15. In case where the vehicle is not claimed by the accused, owner, or the insurance company or by third person, then such vehicle may be ordered to be auctioned by the Court. If the said vehicle is insured with the insurance company then insurance company be informed by the Court to take possession of the vehicle which is not claimed by the owner or a third person. If Insurance company fails to take possession, the vehicles may be sold as per the direction of the Court. The Court would pass such order within a period of six months from the date of production of the said vehicle before the Court. In any case, before handing over possession of such vehicles, appropriate photographs of the said vehicle should be taken and detailed panchnama should be prepared.
16. For articles such as seized liquor also, prompt action should be taken in disposing it of after preparing necessary panchnama. If sample is required to be taken, sample may kept properly after sending it to the chemical analyser, if required. But in no case, large quantity of liquor should be stored at the police station. No purpose is served by such storing.

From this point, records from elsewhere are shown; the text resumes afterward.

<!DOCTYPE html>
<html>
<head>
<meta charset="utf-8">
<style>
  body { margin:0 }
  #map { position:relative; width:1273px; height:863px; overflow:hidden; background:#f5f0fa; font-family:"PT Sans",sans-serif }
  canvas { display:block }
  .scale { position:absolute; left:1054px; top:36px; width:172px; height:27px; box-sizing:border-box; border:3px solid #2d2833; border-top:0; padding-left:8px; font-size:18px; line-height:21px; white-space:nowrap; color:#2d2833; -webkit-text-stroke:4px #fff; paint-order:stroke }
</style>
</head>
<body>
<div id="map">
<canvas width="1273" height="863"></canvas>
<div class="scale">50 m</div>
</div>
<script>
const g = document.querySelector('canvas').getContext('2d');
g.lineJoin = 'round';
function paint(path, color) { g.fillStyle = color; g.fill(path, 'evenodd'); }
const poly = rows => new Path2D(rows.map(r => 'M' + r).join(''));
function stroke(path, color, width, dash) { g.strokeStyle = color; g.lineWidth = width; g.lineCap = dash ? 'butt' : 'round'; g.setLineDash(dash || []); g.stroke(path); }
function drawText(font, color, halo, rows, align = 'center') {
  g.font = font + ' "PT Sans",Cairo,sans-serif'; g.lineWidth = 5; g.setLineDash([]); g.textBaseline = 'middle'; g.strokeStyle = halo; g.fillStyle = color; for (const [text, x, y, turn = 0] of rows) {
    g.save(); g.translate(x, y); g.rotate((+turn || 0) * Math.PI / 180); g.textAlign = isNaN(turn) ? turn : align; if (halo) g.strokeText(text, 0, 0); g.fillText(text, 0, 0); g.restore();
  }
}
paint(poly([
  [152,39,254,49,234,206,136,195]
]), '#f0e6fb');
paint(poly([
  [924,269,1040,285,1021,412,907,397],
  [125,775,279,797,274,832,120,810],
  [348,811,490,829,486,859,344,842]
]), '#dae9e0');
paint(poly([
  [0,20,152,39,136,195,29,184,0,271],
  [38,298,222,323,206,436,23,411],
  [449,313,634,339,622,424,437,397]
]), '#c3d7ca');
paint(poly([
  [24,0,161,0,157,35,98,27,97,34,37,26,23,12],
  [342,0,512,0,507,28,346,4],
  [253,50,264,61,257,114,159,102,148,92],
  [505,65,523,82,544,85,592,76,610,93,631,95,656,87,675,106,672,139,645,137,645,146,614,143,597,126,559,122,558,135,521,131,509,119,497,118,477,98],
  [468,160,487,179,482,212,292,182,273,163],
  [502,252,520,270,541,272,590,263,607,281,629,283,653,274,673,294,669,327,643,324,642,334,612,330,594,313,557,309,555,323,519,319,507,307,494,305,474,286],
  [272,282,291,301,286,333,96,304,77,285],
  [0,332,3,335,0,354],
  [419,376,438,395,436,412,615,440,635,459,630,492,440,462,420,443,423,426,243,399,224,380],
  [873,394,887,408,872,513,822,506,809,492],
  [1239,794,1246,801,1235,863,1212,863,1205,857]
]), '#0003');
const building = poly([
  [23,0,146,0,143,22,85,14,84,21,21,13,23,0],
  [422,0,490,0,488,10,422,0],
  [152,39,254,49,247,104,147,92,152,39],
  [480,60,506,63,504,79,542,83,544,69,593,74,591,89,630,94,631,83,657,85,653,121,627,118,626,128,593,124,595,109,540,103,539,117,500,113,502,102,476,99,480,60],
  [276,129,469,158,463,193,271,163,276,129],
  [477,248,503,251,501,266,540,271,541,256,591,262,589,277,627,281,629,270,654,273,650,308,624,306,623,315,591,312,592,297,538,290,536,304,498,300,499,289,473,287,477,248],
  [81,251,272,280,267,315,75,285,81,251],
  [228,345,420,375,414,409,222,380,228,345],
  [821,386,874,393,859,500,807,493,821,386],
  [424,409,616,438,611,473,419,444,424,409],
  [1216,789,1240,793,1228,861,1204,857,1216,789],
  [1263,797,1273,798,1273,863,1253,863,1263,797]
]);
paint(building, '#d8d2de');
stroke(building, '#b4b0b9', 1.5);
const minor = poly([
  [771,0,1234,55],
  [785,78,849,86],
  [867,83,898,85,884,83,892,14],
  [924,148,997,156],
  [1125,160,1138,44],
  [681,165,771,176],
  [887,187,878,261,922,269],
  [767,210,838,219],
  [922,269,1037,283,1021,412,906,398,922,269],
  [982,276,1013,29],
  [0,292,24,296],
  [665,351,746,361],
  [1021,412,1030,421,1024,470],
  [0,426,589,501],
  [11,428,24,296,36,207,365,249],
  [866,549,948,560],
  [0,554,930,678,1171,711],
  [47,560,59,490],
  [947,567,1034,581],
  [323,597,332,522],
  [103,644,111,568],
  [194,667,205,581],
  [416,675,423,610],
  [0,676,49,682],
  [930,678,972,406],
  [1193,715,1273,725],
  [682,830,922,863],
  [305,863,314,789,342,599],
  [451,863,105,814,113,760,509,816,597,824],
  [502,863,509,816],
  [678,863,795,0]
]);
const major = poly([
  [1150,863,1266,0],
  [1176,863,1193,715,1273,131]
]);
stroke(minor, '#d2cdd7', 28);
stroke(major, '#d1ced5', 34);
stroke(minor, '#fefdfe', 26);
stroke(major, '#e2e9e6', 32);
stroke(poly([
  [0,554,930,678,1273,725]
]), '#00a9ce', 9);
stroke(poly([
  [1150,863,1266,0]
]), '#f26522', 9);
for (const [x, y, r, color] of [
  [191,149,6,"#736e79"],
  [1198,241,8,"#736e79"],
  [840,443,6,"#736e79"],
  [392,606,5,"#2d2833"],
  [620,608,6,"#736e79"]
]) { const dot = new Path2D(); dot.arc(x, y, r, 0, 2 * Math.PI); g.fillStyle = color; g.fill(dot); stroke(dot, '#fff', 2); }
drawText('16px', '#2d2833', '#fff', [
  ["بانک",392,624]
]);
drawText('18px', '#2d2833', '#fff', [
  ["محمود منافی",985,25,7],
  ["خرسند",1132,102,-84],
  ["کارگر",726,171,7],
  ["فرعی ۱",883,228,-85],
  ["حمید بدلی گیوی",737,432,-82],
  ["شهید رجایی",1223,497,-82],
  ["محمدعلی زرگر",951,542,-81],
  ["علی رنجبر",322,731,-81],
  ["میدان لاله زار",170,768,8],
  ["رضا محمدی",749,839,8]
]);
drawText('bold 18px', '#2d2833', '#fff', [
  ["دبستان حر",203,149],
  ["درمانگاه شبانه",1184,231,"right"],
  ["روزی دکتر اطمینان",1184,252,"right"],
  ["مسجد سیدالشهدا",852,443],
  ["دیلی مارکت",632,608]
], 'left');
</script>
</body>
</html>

17. Similarly for the Narcotic drugs also, for its identification, procedure underSection 451Cr.P.C. should be followed of recording evidence and disposal. Its identity could be on the basis of evidence recorded by the Magistrate. Samples also should be sent immediately to the Chemical Analyser so that subsequently, a contention may not be raised that the article which was seized was not the same."

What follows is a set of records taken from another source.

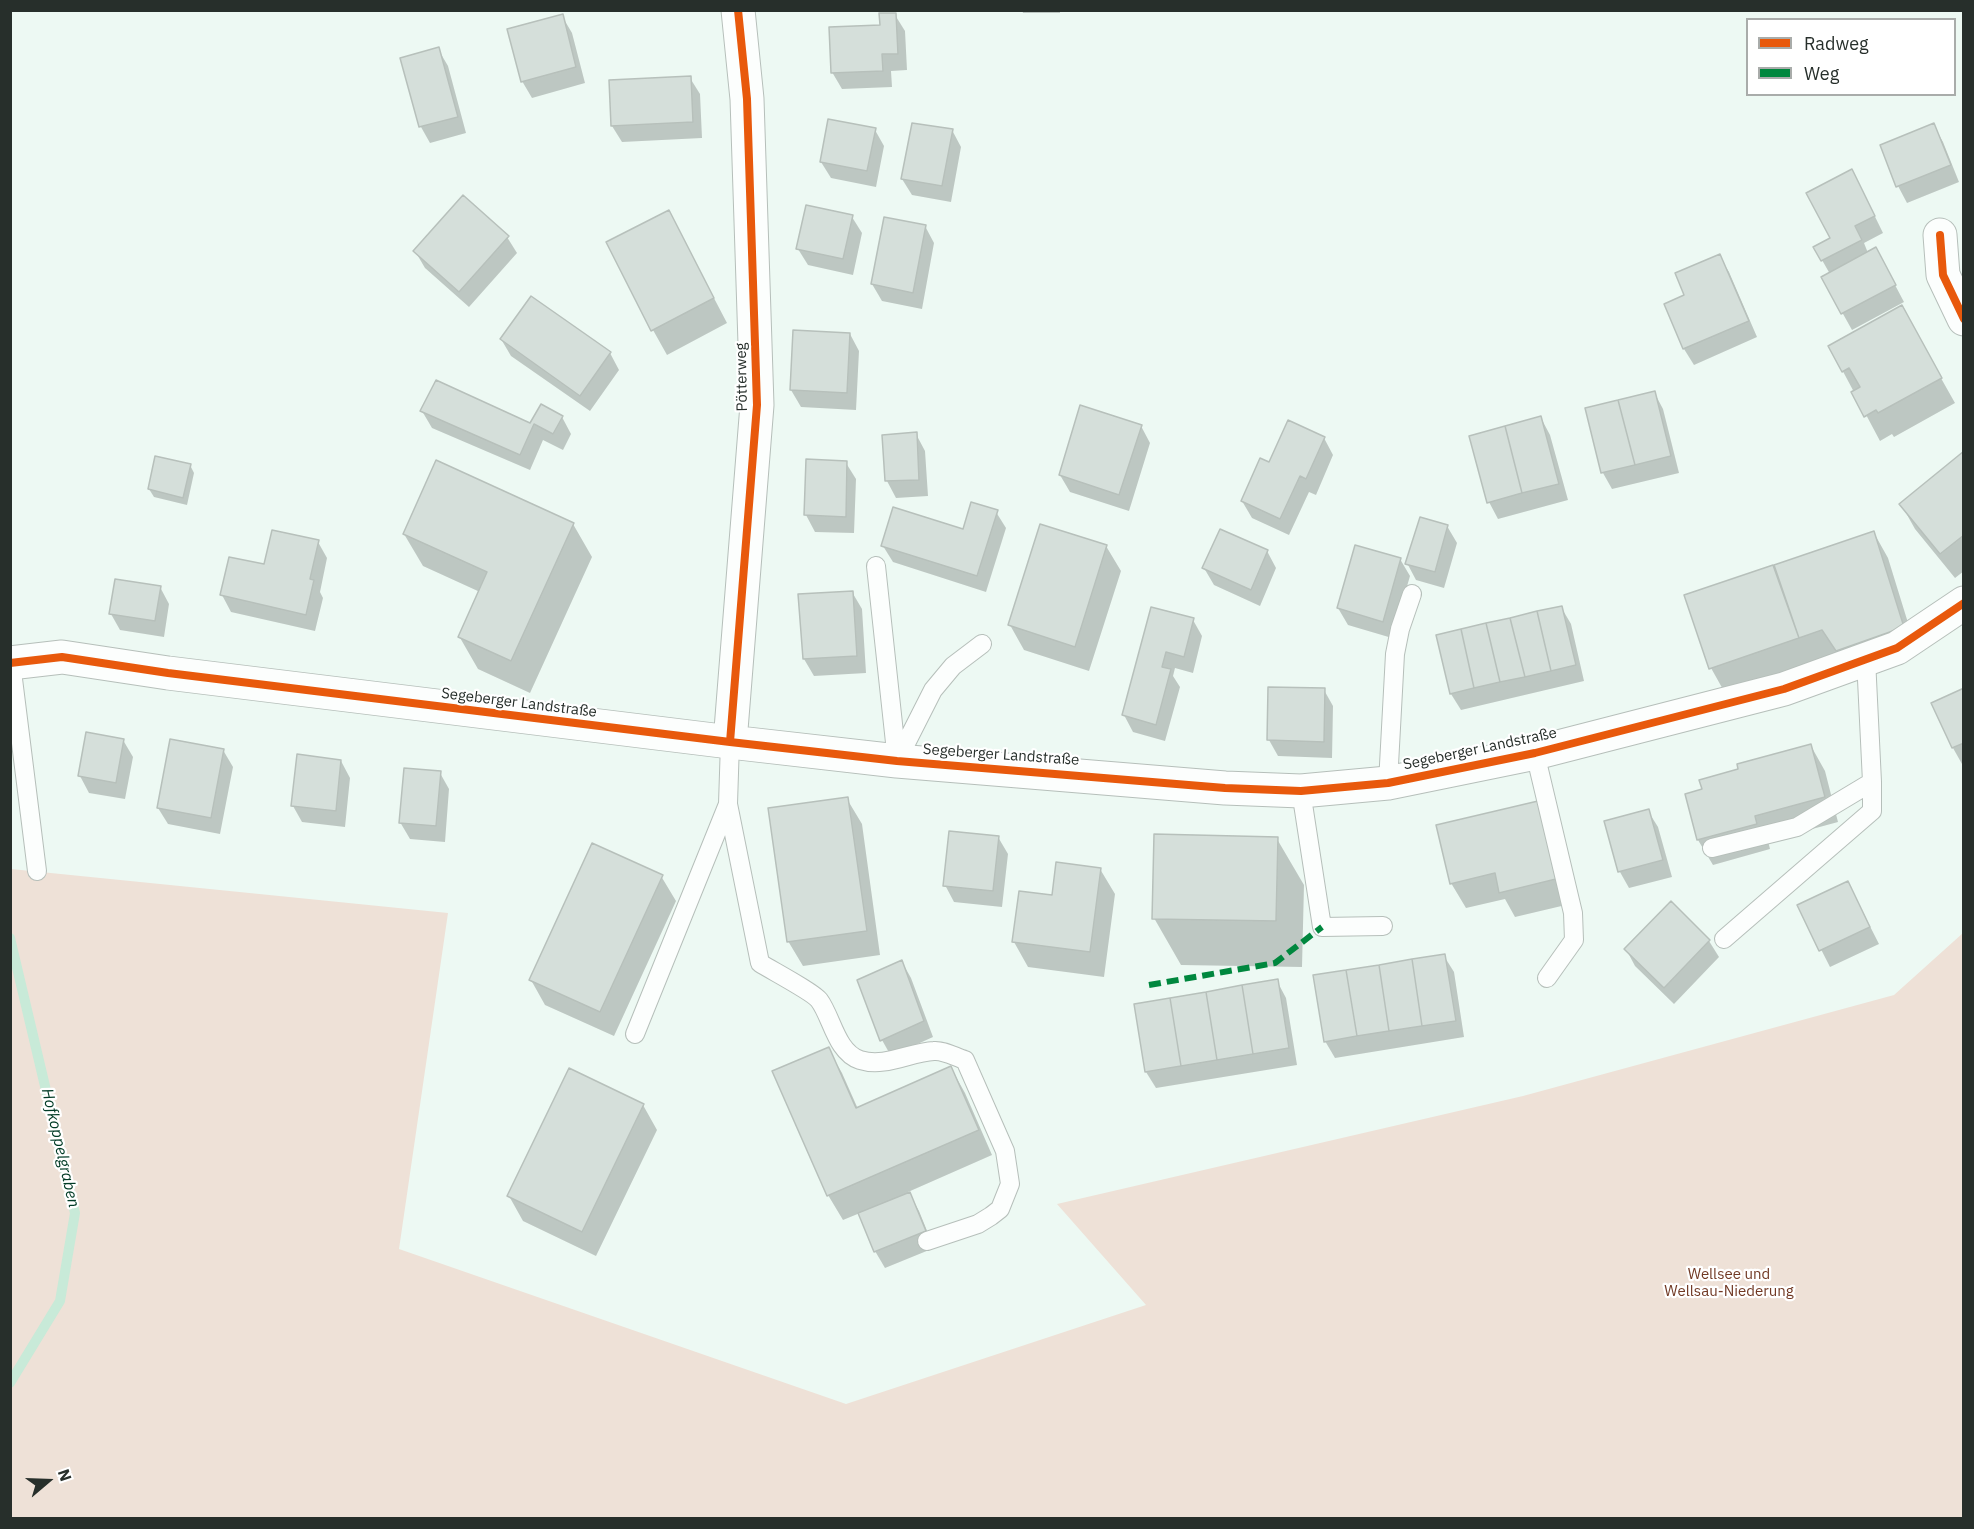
<!DOCTYPE html>
<meta charset="utf-8">
<style>
body{margin:0}
#map{position:relative;width:1974px;height:1529px;overflow:hidden;background:#edf9f3;font-family:"IBM Plex Sans",sans-serif}
canvas{display:block}
.frame{position:absolute;inset:0;border:12px solid #272f2b;pointer-events:none}
.legend{position:absolute;left:1746px;top:18px;width:210px;height:78px;box-sizing:border-box;background:#fff;border:2px solid #a9acaa;margin:0;padding:8px 10px;list-style:none;font-size:18px;color:#272f2b}
.legend li{display:flex;align-items:center;gap:12px;height:30px}
.legend b{width:30px;border:2px solid #a9acaa}
.north{position:absolute;left:18px;top:1451px;width:60px;height:60px;-webkit-text-stroke:4px #fff;paint-order:stroke;rotate:71deg;font-size:16px;font-weight:700;line-height:24px;text-align:center;color:#272f2b}
.north::after{content:'';display:block;margin:auto;width:21px;height:27px;background:#272f2b;clip-path:polygon(50% 0,100% 100%,50% 72%,0 100%)}
</style>
<div id="map">
<canvas width="1974" height="1529"></canvas>
<div class="frame"></div>
<ul class="legend">
<li><b style="height:8px;background:#e8590c"></b>Radweg</li>
<li><b style="height:8px;background:#00873e"></b>Weg</li>
</ul>
<div class="north">N</div>
</div>
<script>
const g = document.querySelector('canvas').getContext('2d');
g.lineJoin = 'round';
function fill(path, color) { g.fillStyle = color; g.fill(path, 'evenodd'); }
function trace(path, color, width, dash) { g.strokeStyle = color; g.lineWidth = width; g.lineCap = dash ? 'butt' : 'round'; g.setLineDash(dash || []); g.stroke(path); }
function drawText(font, color, halo, rows, align = 'center') {
  g.font = font + ' "IBM Plex Sans",sans-serif'; g.lineWidth = 4.5; g.setLineDash([]); g.textBaseline = 'middle'; g.strokeStyle = halo; g.fillStyle = color; for (const [text, x, y, turn = 0] of rows) {
    g.save(); g.translate(x, y); g.rotate((+turn || 0) * Math.PI / 180); g.textAlign = isNaN(turn) ? turn : align; if (halo) g.strokeText(text, 0, 0); g.fillText(text, 0, 0); g.restore();
  }
}
fill(new Path2D(`
 M11 869 448 913 399 1249 846 1404 1146 1305 1057 1204 1523 1096 1894 995 1963 933V1518H11Z`), '#eee1d7');
fill(new Path2D(`
 M1022 10H1060V13H1023Z
 M895 15 905 31 907 70 891 71 892 87 842 89 832 72Z
 M562 16 572 33 585 83 532 98 522 81Z
 M438 49 448 66 466 133 430 143 421 127 402 59Z
 M690 78 700 94 702 138 622 142 612 126Z
 M1933 125 1943 142 1959 182 1907 203 1898 186Z
 M875 130 884 146 876 187 831 178 821 162Z
 M952 130 961 147 951 202 912 195 902 179Z
 M1861 188 1883 233 1864 243 1868 253 1885 266 1904 302 1852 330 1823 278 1830 274 1822 260Z
 M852 217 862 233 853 275 808 265 798 249Z
 M925 226 934 243 922 309 882 301 872 284Z
 M507 237 517 253 469 307 425 268 415 251Z
 M682 237 727 323 667 355 653 330Z
 M1719 256 1729 272 1757 337 1694 365 1684 349 1665 305 1686 296Z
 M1915 332 1955 403 1894 437 1892 434 1880 441 1830 347Z
 M850 334 859 351 856 410 801 407 791 390Z
 M501 339 610 353 619 370 590 411 511 356Z
 M1654 392 1663 409 1679 473 1612 489 1603 473 1586 410Z
 M422 411 531 424 562 417 571 434 563 450 543 440 530 470 432 428Z
 M1541 418 1550 435 1568 500 1498 519 1489 502Z
 M1141 426 1150 443 1129 511 1070 492 1060 475Z
 M916 434 925 451 928 496 896 498 887 481 884 436Z
 M1324 438 1333 455 1316 495 1309 492 1289 535 1252 518 1242 501 1270 464Z
 M1964 453V571L1955 578 1915 529 1901 504Z
 M808 461 846 463 856 479 854 533 815 532 806 515Z
 M190 465 194 473 187 505 154 497 149 489Z
 M996 512 1006 528 986 592 893 562 883 546 964 530Z
 M573 524 592 557 530 693 478 669 459 636 480 592 423 566 404 534Z
 M1447 526 1457 543 1444 588 1416 580 1407 563Z
 M1874 533 1888 558 1917 652 1725 693 1711 668 1686 596Z
 M318 542 327 558 320 592 323 598 315 631 231 612 222 595 265 566Z
 M1106 546 1121 571 1089 671 1024 650 1010 625Z
 M1267 551 1276 568 1260 606 1214 585 1204 568Z
 M1400 559 1410 576 1392 638 1348 625 1338 608Z
 M160 587 169 604 164 637 120 630 111 614Z
 M852 592 862 609 866 673 814 676 804 659Z
 M1561 607 1571 624 1584 681 1461 710 1451 694Z
 M1152 609 1193 620 1202 636 1193 673 1175 668 1173 676 1180 687 1165 741 1133 732 1124 715Z
 M1324 690 1333 706 1332 758 1278 756 1269 740Z
 M1964 690V764H1962L1953 748 1933 703Z
 M123 740 133 757 125 799 89 793 80 776Z
 M1811 746 1825 771 1838 822 1768 841 1770 849 1713 865 1698 840 1686 795 1704 790 1740 770Z
 M223 750 233 767 220 834 168 824 158 808Z
 M341 761 350 778 345 827 302 822 293 806Z
 M440 773 449 789 445 842 410 839 400 822Z
 M847 799 862 824 880 955 803 966 788 941Z
 M1648 811 1658 827 1672 877 1629 888 1620 872 1606 822Z
 M1552 827 1570 904 1515 917 1505 899 1466 908 1451 883Z
 M998 837 1008 854 1002 907 954 902 945 885Z
 M1277 839 1304 885 1302 967 1181 965 1154 918Z
 M1100 869 1115 894 1104 977 1028 967 1014 942Z
 M661 876 676 901 614 1036 545 1005 531 980Z
 M1848 883 1879 944 1830 967 1799 906Z
 M1671 903 1709 941 1719 957 1674 1004 1635 966 1626 949Z
 M1444 956 1454 972 1464 1037 1335 1058 1325 1041Z
 M902 962 911 978 933 1037 891 1056 882 1040Z
 M1277 981 1286 998 1297 1065 1156 1088 1146 1072Z
 M828 1049 842 1073 858 1109 951 1068 965 1093 992 1155 908 1192 919 1211 934 1248 885 1268 875 1251 860 1213 843 1220 828 1195Z
 M643 1105 657 1130 596 1256 523 1221 509 1196Z`), '#0003');
trace(new Path2D(`
 M10 938 75 1213 60 1301 10 1383`), '#c8ead8', 10);
const building = new Path2D(`
 M879 13H896L898 54H882L883 71 831 73 829 27 880 25Z
 M563 14 576 67 521 82 507 29Z
 M439 47 458 117 419 127 400 58Z
 M691 76 693 122 611 126 609 80Z
 M828 119 876 128 867 171 820 162Z
 M912 123 953 129 942 186 901 179Z
 M1934 123 1951 165 1896 187 1880 145Z
 M1852 169 1875 216 1855 226 1862 240 1821 261 1813 247 1830 238 1806 193Z
 M463 195 509 236 459 292 413 251Z
 M806 205 853 215 843 259 796 249Z
 M669 210 714 298 651 331 606 242Z
 M884 217 926 225 913 293 871 284Z
 M1876 247 1896 285 1841 314 1821 277Z
 M1720 254 1749 321 1683 349 1664 304 1684 295 1675 273Z
 M531 296 611 352 580 396 500 339Z
 M1902 305 1942 378 1878 413 1876 410 1864 417 1851 392 1860 387 1849 368 1842 372 1828 346Z
 M793 330 850 333 847 393 790 390Z
 M436 380 530 423 541 404 563 416 553 434 534 424 520 455 420 411Z
 M1655 391 1671 456 1635 465 1618 400Z
 M1618 400 1635 465 1601 473 1585 408Z
 M1080 405 1142 425 1119 495 1059 475Z
 M1541 416 1559 484 1522 493 1505 426Z
 M1288 420 1325 437 1306 479 1300 476 1280 519 1241 501 1260 458 1269 462Z
 M1505 426 1522 493 1487 503 1469 436Z
 M917 432 919 480 885 481 882 435Z
 M1964 451V535L1940 554 1899 504Z
 M155 456 191 464 183 498 148 489Z
 M806 459 847 461 846 517 804 515Z
 M436 460 574 523 511 661 458 637 487 572 403 534Z
 M971 502 998 510 977 576 881 546 893 507 963 529Z
 M1420 517 1448 525 1435 572 1405 564Z
 M1040 524 1107 545 1075 647 1008 625Z
 M1220 529 1268 550 1251 590 1202 568Z
 M272 530 319 540 310 579 314 580 306 615 220 595 229 557 264 564Z
 M1874 531 1904 627 1836 651 1822 630 1799 638 1774 565Z
 M1355 545 1401 558 1383 622 1337 608Z
 M1773 565 1799 638 1709 669 1684 595Z
 M115 579 161 586 155 621 109 614Z
 M853 591 857 656 803 659 798 594Z
 M1562 606 1576 665 1551 671 1537 611Z
 M1151 607 1194 618 1184 657 1166 652 1162 667 1171 669 1156 725 1122 715Z
 M1537 611 1551 671 1525 677 1510 618Z
 M1510 618 1525 677 1500 682 1486 623Z
 M1486 623 1500 682 1474 688 1461 629Z
 M1461 629 1474 688 1450 694 1436 635Z
 M1268 687 1325 688 1324 742 1267 740Z
 M1964 688V743L1952 748 1931 703Z
 M86 732 124 739 116 783 78 776Z
 M170 739 224 749 211 818 157 808Z
 M1811 744 1825 797 1755 816 1757 824 1697 840 1685 794 1702 789 1699 780 1738 769 1737 764Z
 M297 754 341 760 336 811 291 806Z
 M404 768 441 771 436 826 399 823Z
 M848 797 867 931 787 942 768 808Z
 M1538 801 1556 879 1499 893 1495 873 1450 884 1436 825Z
 M1649 809 1663 860 1618 872 1604 821Z
 M949 831 999 836 993 891 943 886Z
 M1154 834 1278 837 1276 921 1152 919Z
 M592 843 663 875 600 1012 529 980Z
 M1056 862 1101 868 1090 952 1012 942 1019 891 1052 895Z
 M1848 881 1870 927 1819 951 1797 905Z
 M1671 901 1710 940 1664 988 1624 949Z
 M1445 954 1456 1021 1422 1026 1412 959Z
 M1412 959 1422 1026 1389 1031 1379 965Z
 M902 960 924 1021 880 1041 857 980Z
 M1379 965 1389 1031 1357 1036 1346 970Z
 M1346 970 1357 1036 1324 1042 1313 975Z
 M1278 979 1289 1048 1253 1054 1242 985Z
 M1242 985 1253 1054 1217 1060 1206 992Z
 M1206 992 1217 1060 1181 1066 1170 998Z
 M1170 998 1181 1066 1145 1072 1134 1004Z
 M829 1047 856 1108 951 1066 979 1130 827 1196 772 1071Z
 M569 1068 644 1104 582 1232 507 1196Z
 M910 1192 926 1231 874 1252 858 1213Z`);
fill(building, '#d5dfda');
trace(building, '#b7c0bb', 1.5);
const lane = new Path2D(`
 M876 566 897 761
 M11 663 37 871
 M730 742 728 804 760 963C771 970 813 992 819 1000 832 1017 836 1052 860 1060 885 1068 910 1052 934 1051 944 1050 955 1057 965 1060L1005 1151 1010 1184 1000 1209 991 1216 978 1224 927 1241
 M1535 753 1573 913 1574 940 1547 978
 M897 761 933 690 953 666 982 644
 M1388 783 1395 654 1400 629 1412 594
 M1301 791 1322 927 1383 926
 M1712 848 1797 827 1872 782 1866 659
 M1724 939 1872 811V782
 M635 1034 728 804`);
const street = new Path2D(`
 M1940 235 1943 275 1964 319
 M10 663 62 657 168 673 730 742 897 761 1225 788 1301 791 1388 783 1535 753 1784 689 1897 648 1964 603
 M730 742 757 405 747 99 738 10`);
trace(lane, '#b6bfba', 20);
trace(street, '#b6bfba', 35);
trace(lane, '#fcfefd', 18);
trace(street, '#fcfefd', 33);
trace(new Path2D(`
 M1149 985 1275 963 1322 927`), '#00873e', 6, [12, 6]);
trace(new Path2D(`
 M1940 235 1943 275 1964 319
 M10 663 62 657 168 673 730 742 897 761 1225 788 1301 791 1388 783 1535 753 1784 689 1897 648 1964 603
 M730 742 757 405 747 99 738 10`), '#e8590c', 8);
drawText('15px', '#272f2b', '#fff', [
 ["Pötterweg",742,377,-91],
 ["Segeberger Landstraße",519,703,7],
 ["Segeberger Landstraße",1480,749,-12],
 ["Segeberger Landstraße",1001,755,4]
]);
drawText('15px', '#713924', '#fff', [
 ["Wellsee und",1729,1275],
 ["Wellsau-Niederung",1729,1292]
]);
drawText('italic 16px', '#003b25', '#fff', [
 ["Hofkoppelgraben",60,1148,77]
]);
</script>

10. Per contra, the learned A.G.A. for State-opposite party-1 and 2 has vehemently opposed the present application. He submits that since the vehicle in dispute was used in the commission of crime, giving rise to criminal proceedings against charge sheeted accused including the applicant, therefore, no good ground exists to release the disputed vehicle. The disputed vehicle is case property and the matter is still subjudice before Court. As such, no such ground has emerged so as to release the dispute vehcile during the pendency of trial. He, therefore, contends that no good ground is made out in present application either warranting release of the disputed vehicle. As such, the present application is liable to be dismissed.
11. Having heard, the learned counsel for applicant, the learned A.G.A. for State-opposie party-1 and 2 and upon perusal of record, this Court finds that it is an undisputed fact that applicant is the registered owner of the disputed vehicle. No such circumstance has emerged on record, on the basis of which, it can be conclusively concluded that custody of disputed vehicle is necessarily required during the pendency of trial. The disputed vehicle is lying unattended at the concerned Police Station on account of which, it is getting deteriorated.
12. In view of the discussion made above, the observations made by Apex Court in the case of Sunderbhai Ambalal Desai (Supra) stand clearly attracted. As a result, the present application succeeds and is liable to be allowed.
13. It is, accordingly, Allowed.
14. The order impugned dated 31.08.2024 passed by the Sessions Judge, Ramabai Nagar (Kanpur Dehat) in Criminal Misc. Case No. 415 of 2024 (Rajesh Yadav Vs. State of U.P.), arising out of Case Crime No. 310 of 2023, under Sections 302/34, 120-B IPC, Police Station-Shivrajpur, District Kanpur Nagar, shall stands quashed.
15. The release application field by applicant shall stand allowed. Court below shall release the disputed vehicle i.e. Vehicle No. UP 78 EU 8151 Wagon R after undertaking necessary verification exercise in accordance with law within a period of one month from the date of production of a certified copy of this order.